◆ Work to complete
Bring together copies of the lines in the data below that contain the word "stroke".

(Data entries)
###

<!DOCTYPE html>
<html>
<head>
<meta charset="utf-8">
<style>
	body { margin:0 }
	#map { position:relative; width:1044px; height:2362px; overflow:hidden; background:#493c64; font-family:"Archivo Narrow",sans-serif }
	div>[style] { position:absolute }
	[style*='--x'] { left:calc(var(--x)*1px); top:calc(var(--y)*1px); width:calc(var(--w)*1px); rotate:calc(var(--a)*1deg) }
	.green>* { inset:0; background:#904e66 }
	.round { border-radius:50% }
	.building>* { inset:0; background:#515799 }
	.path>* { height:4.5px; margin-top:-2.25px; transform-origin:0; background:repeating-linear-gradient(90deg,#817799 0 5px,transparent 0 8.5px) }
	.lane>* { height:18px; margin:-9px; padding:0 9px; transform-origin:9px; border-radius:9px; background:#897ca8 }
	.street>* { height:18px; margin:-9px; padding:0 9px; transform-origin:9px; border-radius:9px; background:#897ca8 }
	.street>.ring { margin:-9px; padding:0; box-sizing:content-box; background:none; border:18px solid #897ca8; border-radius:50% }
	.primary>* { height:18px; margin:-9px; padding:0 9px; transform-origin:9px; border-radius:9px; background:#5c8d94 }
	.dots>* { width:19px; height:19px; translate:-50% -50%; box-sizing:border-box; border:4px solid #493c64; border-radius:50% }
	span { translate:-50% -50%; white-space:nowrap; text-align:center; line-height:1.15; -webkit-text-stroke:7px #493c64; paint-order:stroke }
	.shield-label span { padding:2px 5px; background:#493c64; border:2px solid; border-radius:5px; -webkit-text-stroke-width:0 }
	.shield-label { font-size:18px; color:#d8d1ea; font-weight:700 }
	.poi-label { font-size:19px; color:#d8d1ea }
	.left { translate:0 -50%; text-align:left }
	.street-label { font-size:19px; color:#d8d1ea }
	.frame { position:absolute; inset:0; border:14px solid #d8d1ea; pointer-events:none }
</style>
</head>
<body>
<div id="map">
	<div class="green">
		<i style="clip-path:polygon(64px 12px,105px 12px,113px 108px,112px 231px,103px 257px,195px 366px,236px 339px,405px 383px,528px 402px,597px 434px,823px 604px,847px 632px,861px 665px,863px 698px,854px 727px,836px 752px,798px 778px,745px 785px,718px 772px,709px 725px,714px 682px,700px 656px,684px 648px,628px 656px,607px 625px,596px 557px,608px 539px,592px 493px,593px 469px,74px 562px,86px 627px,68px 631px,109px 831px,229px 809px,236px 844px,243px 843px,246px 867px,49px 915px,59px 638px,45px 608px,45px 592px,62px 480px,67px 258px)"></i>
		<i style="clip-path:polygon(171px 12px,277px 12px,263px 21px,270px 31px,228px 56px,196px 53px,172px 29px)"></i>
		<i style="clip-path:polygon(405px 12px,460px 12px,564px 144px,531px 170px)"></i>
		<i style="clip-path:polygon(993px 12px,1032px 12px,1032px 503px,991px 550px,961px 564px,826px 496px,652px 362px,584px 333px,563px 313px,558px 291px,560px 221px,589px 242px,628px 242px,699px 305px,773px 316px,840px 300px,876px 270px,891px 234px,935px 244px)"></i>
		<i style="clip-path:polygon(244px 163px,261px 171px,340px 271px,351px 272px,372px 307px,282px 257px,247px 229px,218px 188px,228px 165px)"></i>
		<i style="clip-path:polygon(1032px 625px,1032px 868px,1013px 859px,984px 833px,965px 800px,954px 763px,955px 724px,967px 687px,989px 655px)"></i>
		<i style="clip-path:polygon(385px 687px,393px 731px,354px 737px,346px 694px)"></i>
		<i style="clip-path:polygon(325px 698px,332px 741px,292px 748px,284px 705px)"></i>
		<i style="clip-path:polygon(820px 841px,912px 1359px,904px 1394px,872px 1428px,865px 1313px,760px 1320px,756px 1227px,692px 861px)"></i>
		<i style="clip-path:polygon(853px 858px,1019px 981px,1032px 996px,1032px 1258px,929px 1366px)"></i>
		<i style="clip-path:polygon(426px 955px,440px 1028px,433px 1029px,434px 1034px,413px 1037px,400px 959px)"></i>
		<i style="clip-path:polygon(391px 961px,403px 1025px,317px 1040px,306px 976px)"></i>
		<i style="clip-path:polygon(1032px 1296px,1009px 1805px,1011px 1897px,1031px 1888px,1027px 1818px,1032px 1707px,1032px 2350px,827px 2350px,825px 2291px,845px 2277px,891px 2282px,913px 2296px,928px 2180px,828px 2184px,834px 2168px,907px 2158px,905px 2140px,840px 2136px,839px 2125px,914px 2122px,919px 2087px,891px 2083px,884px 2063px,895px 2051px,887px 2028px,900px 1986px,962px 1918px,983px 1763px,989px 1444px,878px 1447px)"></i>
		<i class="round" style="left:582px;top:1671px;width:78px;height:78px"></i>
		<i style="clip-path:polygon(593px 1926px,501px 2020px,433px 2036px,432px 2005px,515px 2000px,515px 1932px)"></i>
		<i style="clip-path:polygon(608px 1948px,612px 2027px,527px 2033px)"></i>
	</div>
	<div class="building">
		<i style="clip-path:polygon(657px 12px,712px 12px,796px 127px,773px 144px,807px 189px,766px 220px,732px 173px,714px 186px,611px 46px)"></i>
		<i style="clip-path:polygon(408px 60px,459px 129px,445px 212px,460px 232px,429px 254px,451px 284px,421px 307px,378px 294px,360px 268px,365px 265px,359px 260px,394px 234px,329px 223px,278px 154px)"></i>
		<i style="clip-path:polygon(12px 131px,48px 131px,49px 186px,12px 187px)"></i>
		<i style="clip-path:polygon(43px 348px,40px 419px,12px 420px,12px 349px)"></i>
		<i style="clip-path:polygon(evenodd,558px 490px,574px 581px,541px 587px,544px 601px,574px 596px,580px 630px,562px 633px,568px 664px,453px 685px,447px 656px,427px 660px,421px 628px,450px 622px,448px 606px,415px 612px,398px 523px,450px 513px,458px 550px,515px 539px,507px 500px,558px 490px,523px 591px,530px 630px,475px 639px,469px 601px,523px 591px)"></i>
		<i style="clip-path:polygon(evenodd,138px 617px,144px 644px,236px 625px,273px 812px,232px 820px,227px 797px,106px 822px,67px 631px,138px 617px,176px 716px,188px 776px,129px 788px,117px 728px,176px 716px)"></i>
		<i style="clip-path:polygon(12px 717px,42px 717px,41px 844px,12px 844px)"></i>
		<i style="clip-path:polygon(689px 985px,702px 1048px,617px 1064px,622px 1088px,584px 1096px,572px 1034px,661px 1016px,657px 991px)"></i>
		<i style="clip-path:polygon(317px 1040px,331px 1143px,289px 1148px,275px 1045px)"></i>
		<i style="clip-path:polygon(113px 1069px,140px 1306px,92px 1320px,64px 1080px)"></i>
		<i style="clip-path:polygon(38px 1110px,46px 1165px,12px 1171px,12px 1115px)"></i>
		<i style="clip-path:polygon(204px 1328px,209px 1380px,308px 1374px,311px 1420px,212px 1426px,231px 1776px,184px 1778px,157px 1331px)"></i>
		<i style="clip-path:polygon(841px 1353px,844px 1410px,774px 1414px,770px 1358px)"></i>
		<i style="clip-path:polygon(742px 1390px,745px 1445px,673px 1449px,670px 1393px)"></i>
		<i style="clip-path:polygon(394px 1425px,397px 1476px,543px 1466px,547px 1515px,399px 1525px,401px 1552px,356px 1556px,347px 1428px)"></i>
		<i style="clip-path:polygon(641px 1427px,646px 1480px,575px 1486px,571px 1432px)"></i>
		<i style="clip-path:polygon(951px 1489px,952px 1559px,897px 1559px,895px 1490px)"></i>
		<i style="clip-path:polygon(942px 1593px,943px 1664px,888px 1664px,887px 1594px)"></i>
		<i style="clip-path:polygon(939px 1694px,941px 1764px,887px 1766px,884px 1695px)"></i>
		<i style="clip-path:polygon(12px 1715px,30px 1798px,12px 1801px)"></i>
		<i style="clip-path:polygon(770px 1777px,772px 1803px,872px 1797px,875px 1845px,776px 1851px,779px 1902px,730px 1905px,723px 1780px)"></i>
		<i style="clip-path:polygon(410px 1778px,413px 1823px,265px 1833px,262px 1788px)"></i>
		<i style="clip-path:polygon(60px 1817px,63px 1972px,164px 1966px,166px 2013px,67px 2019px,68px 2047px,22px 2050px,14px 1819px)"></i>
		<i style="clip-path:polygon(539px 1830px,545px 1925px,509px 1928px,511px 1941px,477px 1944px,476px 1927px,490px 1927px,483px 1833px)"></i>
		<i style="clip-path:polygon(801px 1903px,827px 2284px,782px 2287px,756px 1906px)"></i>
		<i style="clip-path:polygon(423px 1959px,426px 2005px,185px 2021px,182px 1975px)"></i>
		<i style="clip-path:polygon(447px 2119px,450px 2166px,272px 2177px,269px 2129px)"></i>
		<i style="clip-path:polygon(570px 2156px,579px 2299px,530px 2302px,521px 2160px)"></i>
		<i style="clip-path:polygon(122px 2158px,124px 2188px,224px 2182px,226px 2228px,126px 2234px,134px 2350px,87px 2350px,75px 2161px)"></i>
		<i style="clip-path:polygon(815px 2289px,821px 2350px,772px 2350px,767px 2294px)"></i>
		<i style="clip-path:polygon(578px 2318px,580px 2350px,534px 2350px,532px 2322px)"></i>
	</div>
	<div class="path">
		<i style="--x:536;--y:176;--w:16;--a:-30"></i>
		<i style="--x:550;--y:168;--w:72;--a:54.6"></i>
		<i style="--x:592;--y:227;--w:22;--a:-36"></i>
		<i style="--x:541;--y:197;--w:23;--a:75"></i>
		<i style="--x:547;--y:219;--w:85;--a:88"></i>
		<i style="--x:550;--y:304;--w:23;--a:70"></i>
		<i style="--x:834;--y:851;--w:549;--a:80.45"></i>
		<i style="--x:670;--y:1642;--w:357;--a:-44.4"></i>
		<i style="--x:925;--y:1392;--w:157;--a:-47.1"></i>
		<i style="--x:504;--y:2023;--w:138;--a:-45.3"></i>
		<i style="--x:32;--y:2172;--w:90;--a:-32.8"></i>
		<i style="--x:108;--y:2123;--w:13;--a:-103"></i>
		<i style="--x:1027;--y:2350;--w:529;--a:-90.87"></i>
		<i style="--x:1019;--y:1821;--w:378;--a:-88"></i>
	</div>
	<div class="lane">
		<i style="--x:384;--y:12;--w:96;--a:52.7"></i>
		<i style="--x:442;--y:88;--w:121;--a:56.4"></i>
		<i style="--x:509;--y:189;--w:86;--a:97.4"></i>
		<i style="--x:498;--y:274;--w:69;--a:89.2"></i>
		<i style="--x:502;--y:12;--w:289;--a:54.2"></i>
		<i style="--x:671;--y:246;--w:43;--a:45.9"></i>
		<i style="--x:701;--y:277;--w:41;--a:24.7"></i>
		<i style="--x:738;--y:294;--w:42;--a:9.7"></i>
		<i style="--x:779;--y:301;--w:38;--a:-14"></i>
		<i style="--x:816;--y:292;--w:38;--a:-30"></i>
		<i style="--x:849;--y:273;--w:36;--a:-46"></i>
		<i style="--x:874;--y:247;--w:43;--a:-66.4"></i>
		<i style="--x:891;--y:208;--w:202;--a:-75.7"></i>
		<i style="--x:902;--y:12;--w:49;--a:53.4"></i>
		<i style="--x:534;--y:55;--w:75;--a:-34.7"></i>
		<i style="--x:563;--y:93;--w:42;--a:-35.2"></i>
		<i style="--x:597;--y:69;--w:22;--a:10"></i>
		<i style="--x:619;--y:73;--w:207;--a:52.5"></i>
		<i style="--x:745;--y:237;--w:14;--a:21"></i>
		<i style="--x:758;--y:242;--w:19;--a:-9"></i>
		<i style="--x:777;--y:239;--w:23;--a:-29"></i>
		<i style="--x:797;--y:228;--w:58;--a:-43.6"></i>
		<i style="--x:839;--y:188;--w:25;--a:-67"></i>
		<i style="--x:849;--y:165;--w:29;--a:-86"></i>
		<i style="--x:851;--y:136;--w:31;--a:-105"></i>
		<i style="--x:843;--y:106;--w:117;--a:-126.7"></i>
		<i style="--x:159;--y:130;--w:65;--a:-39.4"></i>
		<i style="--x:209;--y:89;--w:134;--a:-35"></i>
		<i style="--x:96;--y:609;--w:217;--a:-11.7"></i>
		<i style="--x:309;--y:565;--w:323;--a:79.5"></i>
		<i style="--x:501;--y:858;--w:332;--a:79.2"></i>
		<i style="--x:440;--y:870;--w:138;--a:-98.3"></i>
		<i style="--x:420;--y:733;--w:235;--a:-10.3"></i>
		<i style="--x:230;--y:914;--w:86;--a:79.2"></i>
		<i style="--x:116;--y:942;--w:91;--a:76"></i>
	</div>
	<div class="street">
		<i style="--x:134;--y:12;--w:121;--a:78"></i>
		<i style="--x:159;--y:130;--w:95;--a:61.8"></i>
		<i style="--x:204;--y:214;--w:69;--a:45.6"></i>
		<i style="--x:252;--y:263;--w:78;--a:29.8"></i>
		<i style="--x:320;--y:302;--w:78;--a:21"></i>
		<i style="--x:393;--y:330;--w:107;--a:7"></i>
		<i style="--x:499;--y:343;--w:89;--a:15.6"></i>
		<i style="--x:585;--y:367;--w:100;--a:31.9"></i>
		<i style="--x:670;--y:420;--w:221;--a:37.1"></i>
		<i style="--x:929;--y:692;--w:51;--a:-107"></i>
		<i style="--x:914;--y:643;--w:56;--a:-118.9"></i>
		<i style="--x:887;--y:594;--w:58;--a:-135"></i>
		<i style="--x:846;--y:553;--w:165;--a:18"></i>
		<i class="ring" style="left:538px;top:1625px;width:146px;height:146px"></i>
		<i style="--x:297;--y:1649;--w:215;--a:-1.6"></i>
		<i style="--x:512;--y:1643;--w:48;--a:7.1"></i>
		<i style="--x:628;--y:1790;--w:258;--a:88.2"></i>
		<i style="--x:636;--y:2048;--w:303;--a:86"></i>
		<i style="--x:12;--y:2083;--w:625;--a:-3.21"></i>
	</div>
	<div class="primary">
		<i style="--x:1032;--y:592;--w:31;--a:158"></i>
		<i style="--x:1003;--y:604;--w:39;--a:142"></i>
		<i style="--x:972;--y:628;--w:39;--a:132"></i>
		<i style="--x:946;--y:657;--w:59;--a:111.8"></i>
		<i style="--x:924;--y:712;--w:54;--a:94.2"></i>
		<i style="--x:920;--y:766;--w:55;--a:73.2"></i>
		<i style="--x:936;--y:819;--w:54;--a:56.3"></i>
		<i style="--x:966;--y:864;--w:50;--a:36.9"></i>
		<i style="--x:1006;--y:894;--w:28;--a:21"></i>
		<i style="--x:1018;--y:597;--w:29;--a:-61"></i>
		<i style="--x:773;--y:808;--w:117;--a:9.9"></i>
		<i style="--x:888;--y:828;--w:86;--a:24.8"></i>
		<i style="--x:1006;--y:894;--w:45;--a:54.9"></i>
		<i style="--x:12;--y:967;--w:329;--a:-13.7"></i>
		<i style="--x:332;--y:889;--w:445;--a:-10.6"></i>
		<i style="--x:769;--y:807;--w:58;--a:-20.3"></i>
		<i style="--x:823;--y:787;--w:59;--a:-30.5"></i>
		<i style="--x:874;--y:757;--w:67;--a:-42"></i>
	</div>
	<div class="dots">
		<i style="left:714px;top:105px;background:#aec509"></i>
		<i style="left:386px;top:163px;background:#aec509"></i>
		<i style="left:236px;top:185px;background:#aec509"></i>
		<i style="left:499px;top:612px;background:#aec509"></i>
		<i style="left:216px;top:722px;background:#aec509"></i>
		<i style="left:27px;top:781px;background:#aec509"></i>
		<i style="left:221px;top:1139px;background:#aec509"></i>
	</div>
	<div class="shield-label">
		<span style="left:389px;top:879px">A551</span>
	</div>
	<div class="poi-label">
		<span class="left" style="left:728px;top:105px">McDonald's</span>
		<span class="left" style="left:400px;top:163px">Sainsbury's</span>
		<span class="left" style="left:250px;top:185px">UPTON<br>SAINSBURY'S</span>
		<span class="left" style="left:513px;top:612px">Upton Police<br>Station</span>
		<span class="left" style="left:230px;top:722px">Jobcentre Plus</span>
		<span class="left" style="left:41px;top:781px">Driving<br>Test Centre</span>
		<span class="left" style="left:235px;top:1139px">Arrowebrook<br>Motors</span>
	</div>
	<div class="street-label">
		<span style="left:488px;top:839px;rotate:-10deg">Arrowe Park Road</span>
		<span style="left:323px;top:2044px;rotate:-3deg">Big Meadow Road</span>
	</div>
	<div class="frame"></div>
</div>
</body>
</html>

###

◆ Solution for this task
	span { translate:-50% -50%; white-space:nowrap; text-align:center; line-height:1.15; -webkit-text-stroke:7px #493c64; paint-order:stroke }
	.shield-label span { padding:2px 5px; background:#493c64; border:2px solid; border-radius:5px; -webkit-text-stroke-width:0 }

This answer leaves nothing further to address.